CHICAGO — Supermarket companies that tend to promote managers from within should take care to remain receptive to business concepts and practices generated outside their companies, said panelists at the Food Marketing Institute Show here last week.
“There are of lot of advantages to coming up through the ranks,” said Rajiv Lal, a professor of retailing at Harvard Business School. “But at the same time, you want to have a culture where you are open to ideas from the outside.”
He even suggested it might be advantageous for retailers from different classes of trade to consider trading store managers among each other to help develop more well-rounded individuals.
Russell “Tres” Lund, chairman and chief executive officer, Lund Food Holdings, Minneapolis, said his company reached a point where it needed to bring in management help from outside.
At the same time, he said it is important for new hires to know they have an opportunity to move up in the ranks.

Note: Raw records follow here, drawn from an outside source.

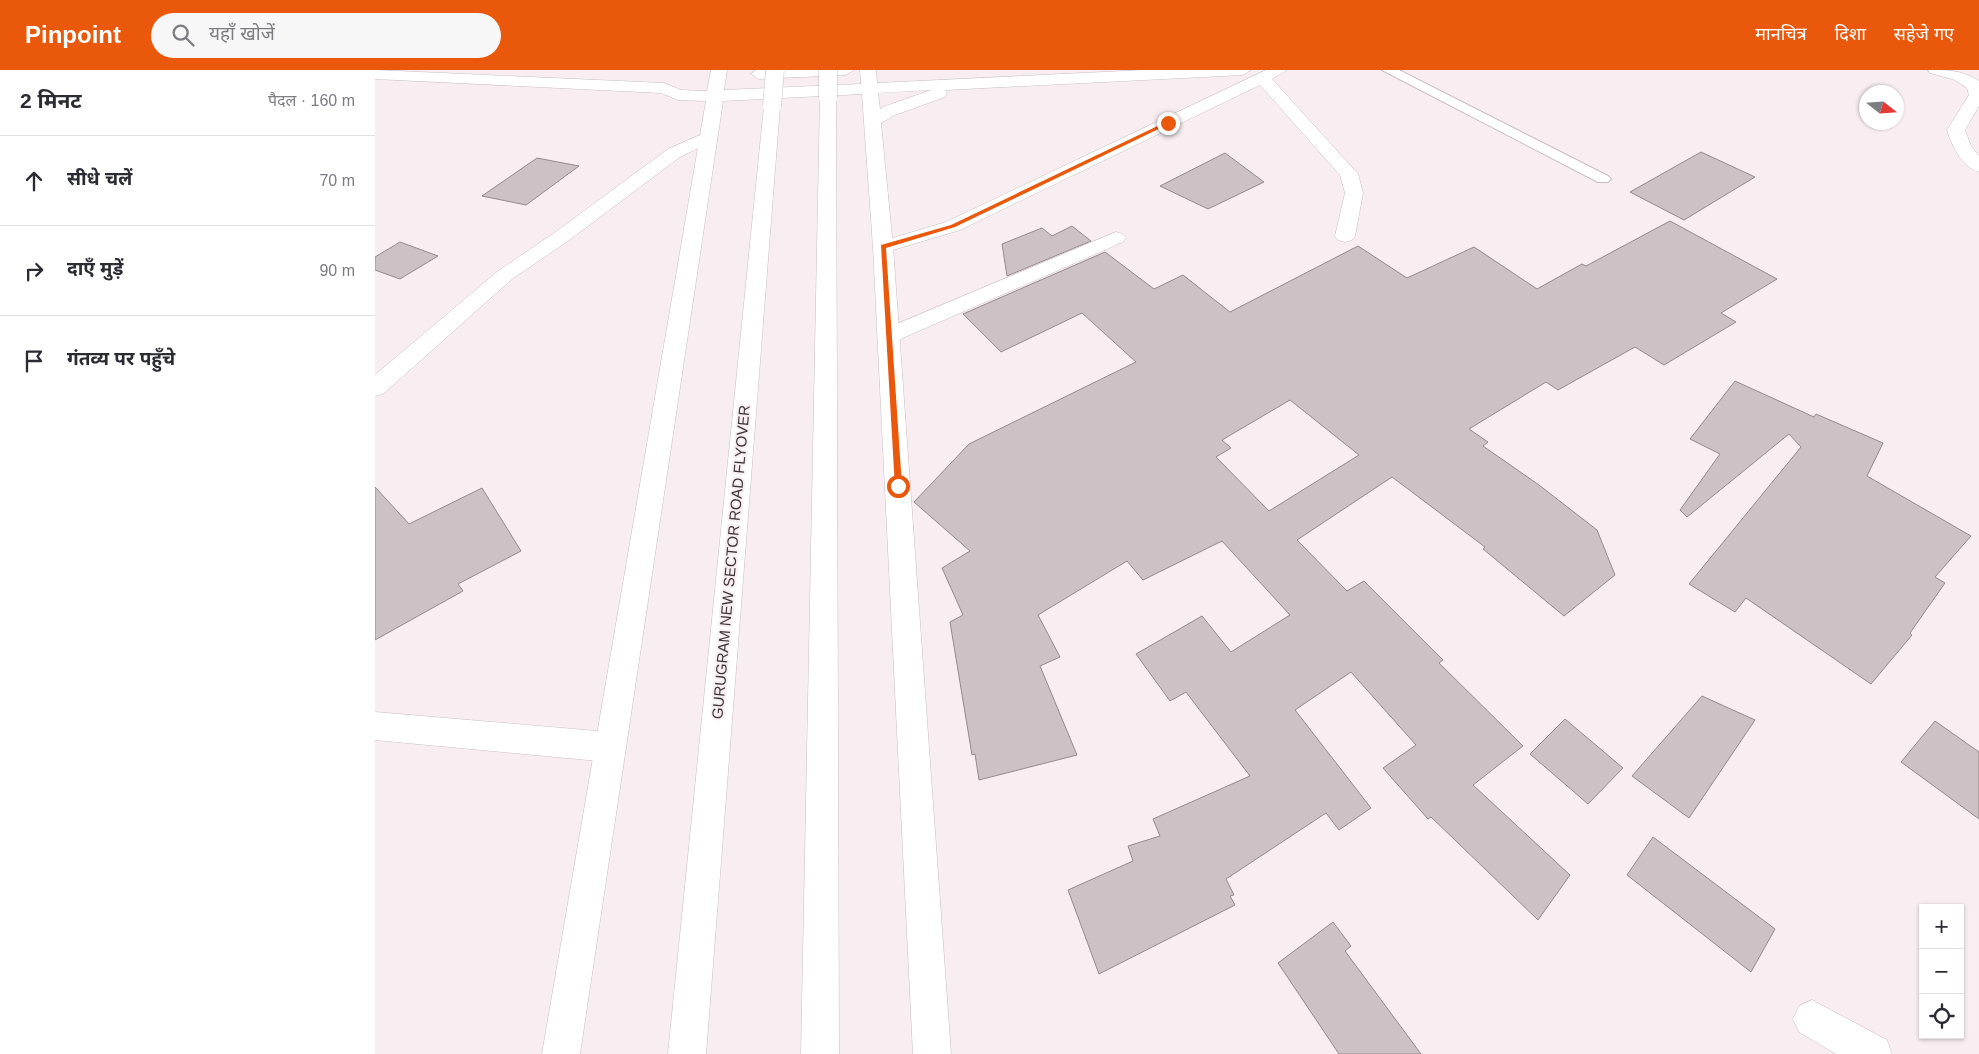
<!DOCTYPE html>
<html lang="hi">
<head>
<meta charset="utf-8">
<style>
  :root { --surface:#fff; --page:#f7f7f7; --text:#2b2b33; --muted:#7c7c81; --line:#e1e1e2; --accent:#ea580c }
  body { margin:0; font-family:Helvetica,"Noto Sans Devanagari",sans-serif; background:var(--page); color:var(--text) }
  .controls { position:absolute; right:15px; bottom:15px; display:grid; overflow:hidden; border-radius:0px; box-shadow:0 1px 4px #0004 }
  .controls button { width:45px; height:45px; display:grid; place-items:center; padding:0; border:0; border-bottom:1px solid var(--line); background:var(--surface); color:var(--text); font:25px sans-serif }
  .compass { position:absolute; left:1484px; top:15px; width:45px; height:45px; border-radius:50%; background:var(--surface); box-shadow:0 1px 4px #0004; rotate:107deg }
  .stop { position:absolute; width:15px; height:15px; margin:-11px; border:4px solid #ea580c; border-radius:50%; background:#fff }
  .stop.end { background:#ea580c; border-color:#fff; box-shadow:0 1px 5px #0008 }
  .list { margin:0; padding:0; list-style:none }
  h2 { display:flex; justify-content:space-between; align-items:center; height:65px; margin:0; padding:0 20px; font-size:21px }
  h2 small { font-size:16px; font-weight:400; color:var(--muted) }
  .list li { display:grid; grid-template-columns:32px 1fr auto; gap:15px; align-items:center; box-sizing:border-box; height:90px; padding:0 20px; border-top:1px solid var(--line) }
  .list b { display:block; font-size:19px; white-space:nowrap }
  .list em { font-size:16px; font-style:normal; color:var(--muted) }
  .icon { flex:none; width:28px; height:28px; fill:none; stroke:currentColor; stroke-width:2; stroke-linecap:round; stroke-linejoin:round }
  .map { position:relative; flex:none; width:1604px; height:984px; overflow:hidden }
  header { display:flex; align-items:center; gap:30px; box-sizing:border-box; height:70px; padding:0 25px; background:var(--accent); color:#fff }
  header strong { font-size:24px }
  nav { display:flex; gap:28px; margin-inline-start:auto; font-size:18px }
  .search { width:350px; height:45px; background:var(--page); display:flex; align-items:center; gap:12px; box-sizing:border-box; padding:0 18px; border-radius:28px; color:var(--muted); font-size:19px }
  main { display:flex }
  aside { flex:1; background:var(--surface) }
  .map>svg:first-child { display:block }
  .building { fill:#ccc1c4; stroke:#948a8d; fill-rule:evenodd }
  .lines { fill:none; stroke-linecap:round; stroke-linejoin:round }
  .lane-casing { stroke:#c8bec1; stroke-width:2 }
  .street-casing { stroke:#c8bec1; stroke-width:1 }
  .secondary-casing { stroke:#c8bec1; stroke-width:1 }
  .highway-casing { stroke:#c8bec1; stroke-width:1 }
  .lane { fill:#fff; fill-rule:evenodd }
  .street { fill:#fff; fill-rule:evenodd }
  .secondary { fill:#fff; fill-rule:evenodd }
  .highway { fill:#fff; fill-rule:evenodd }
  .highway-bridge-casing { stroke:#c8bec1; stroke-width:19; stroke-linecap:butt }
  .highway-bridge { stroke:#fff; stroke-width:18 }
  .route { fill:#ea580c }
  .labels { text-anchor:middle; stroke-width:4; stroke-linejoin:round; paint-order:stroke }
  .street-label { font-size:15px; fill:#3a3637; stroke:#f8edf1 }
</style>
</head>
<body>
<header>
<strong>Pinpoint</strong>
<div class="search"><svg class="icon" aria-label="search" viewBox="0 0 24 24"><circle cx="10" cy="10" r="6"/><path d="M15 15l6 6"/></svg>यहाँ खोजें</div>
<nav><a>मानचित्र</a><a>दिशा</a><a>सहेजे गए</a></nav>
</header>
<main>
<aside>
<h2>2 मिनट<small>पैदल · 160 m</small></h2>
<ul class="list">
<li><svg class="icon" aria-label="ahead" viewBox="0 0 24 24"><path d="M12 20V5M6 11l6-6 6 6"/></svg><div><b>सीधे चलें</b></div><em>70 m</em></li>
<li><svg class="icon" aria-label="right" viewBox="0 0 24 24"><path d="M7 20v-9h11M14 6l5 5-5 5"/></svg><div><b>दाएँ मुड़ें</b></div><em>90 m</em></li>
<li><svg class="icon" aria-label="arrive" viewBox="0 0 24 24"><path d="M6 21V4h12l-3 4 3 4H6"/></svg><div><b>गंतव्य पर पहुँचे</b></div></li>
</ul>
</aside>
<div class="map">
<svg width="1604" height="984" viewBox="0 0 1604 984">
  <rect width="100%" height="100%" fill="#f8edf1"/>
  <g class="building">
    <polygon points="1326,82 1380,107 1309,150 1255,122"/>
    <polygon points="850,83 889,112 833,139 785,116"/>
    <polygon points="162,88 204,96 151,135 107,126"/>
    <path d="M 1295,151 L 1402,209 L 1346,243 L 1361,252 L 1289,295 L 1260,277 L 1183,320 L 1171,312 L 1094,359 L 1113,372 L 1108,376 L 1164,415 L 1222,460 L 1240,505 L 1189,546 L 1108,479 L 1110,477 L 1017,407 L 922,470 L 972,521 L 989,511 L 1068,590 L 1064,593 L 1148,676 L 1098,715 L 1195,805 L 1163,850 L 1056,747 L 1053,749 L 1008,698 L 1041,675 L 976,602 L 920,640 L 996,738 L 964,760 L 951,743 L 851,809 L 859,825 L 855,826 L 860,835 L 724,904 L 693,820 L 758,791 L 753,776 L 785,766 L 778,749 L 875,706 L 811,622 L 795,631 L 761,584 L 827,546 L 856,582 L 915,545 L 847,471 L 768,510 L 752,491 L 663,545 L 685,587 L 665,596 L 702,685 L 604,710 L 600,684 L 597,685 L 575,552 L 588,545 L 567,498 L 595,481 L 539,432 L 594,374 L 761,292 L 707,243 L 626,282 L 588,244 L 730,182 L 779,219 L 808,205 L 855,242 L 983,176 L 1032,208 L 1099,177 L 1162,219 L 1207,194 L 1211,196 ZM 915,330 L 984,385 L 894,441 L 841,387 L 856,378 L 847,370 Z"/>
    <polygon points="697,156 716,171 632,206 627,174 667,158 677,166"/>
    <polygon points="25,172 63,186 25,209 0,200 0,187"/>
    <polygon points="1360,311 1439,347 1441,344 1508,373 1492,406 1596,466 1560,507 1570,513 1535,563 1537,565 1496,614 1371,528 1360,542 1314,514 1426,377 1414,364 1312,447 1305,440 1345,384 1315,369"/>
    <polygon points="0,417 34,454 107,418 146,481 83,514 88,521 0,570"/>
    <polygon points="1327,626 1380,650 1314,748 1257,706"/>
    <polygon points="1190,649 1248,698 1213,734 1155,684"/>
    <polygon points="1560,651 1604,682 1604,749 1526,692"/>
    <polygon points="1278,767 1400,859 1376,902 1252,805"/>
    <polygon points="958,852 976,876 970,881 1046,984 964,984 903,893"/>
  </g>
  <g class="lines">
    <g class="lane-casing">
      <polygon id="lane" points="1007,0 1024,0 1233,106 1236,109 1233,112 1223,112"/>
    </g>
    <g class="street-casing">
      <g id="street">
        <polygon points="891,0 912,0 897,9 983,104 988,123 980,166 977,170 970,172 963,170 960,166 970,123 965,105 885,15 585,160 508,183 501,181 498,177 501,173 571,152"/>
        <path d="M 1553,0 C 1573,0 1587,0 1604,11 L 1604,36 L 1590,60 L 1596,76 L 1604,86 L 1604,102 C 1587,97 1577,76 1572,60 L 1594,25 L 1592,18 L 1580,10 L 1555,3 Z"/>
        <polygon points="332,62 338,63 341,67 338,71 305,87 193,171 137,209 8,324 0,326 0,305 123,201 179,163 293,79"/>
        <polygon points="741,162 748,164 751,168 748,172 521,271 513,273 505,271 502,266 505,261"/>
        <polygon points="0,642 234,662 245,667 250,677 245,687 234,692 0,670"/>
        <polygon points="1437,930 1512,970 1517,984 1461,984 1424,962 1418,949 1424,936"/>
      </g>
    </g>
    <g class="secondary-casing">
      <g id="secondary">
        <path d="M 0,0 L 289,13 L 306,20 L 332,21 L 336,0 L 352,0 L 349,20 L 486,14 L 485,0 L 501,0 L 502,13 L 769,0 L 876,0 L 868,5 L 570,20 L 572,23 L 570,27 L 520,45 L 506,53 L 518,177 L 576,984 L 538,984 L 498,177 L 487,24 L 348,31 L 205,984 L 167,984 L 331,31 L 303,30 L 286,23 L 0,9 ZM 556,20 L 508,37 L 505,39 L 503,23 Z"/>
        <polygon points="381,0 479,0 471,5 384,9 376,4"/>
      </g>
    </g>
    <g class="highway-casing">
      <g id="highway">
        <polygon points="453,23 459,24 461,28 464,984 426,984 445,28 447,24"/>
        <polygon points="397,31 403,32 405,36 331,984 293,984 389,36 391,32"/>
      </g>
    </g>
    <use href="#lane" class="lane"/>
    <use href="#street" class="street"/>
    <use href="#secondary" class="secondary"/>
    <use href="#highway" class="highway"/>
    <g class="highway-bridge-casing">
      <g id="highway-bridge">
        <polyline points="453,0 453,28"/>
        <polyline points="397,36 400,0"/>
      </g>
    </g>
    <use href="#highway-bridge" class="highway-bridge"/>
  </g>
  <polygon class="route" points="791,52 796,53 580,157 511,178 527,416 520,418 506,175 576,155"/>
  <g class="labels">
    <g class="street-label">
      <text transform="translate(356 492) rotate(-85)" y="5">GURUGRAM NEW SECTOR ROAD FLYOVER</text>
    </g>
  </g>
</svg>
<div class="controls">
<button>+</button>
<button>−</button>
<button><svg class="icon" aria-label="locate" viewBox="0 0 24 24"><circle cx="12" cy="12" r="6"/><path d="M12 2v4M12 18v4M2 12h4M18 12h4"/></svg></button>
</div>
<svg class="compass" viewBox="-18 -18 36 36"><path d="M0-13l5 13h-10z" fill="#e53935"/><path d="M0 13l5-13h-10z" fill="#7c7c81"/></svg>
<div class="stop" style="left:523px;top:416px"></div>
<div class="stop end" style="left:793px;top:53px"></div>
</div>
</main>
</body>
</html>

“I think it is a good practice for people when they start with us to know there are opportunities,” he said.
“I think the biggest challenge in talent development is recognition by senior management that real competitive advantage will come from investing in your people,” he said.
Jane Knaack-Esbeck, vice president of human resources and administration at Hy Vee, West Des Moines, Iowa, said careful hiring of new applicants and conducting regular performance reviews can help senior management focus more time on developing future leaders from the company's best performers, rather than wasting time disciplining the “bottom 20%” of employees that are underperformers.
“If you hire right, you don't have as many of those 20% to worry about,” she said.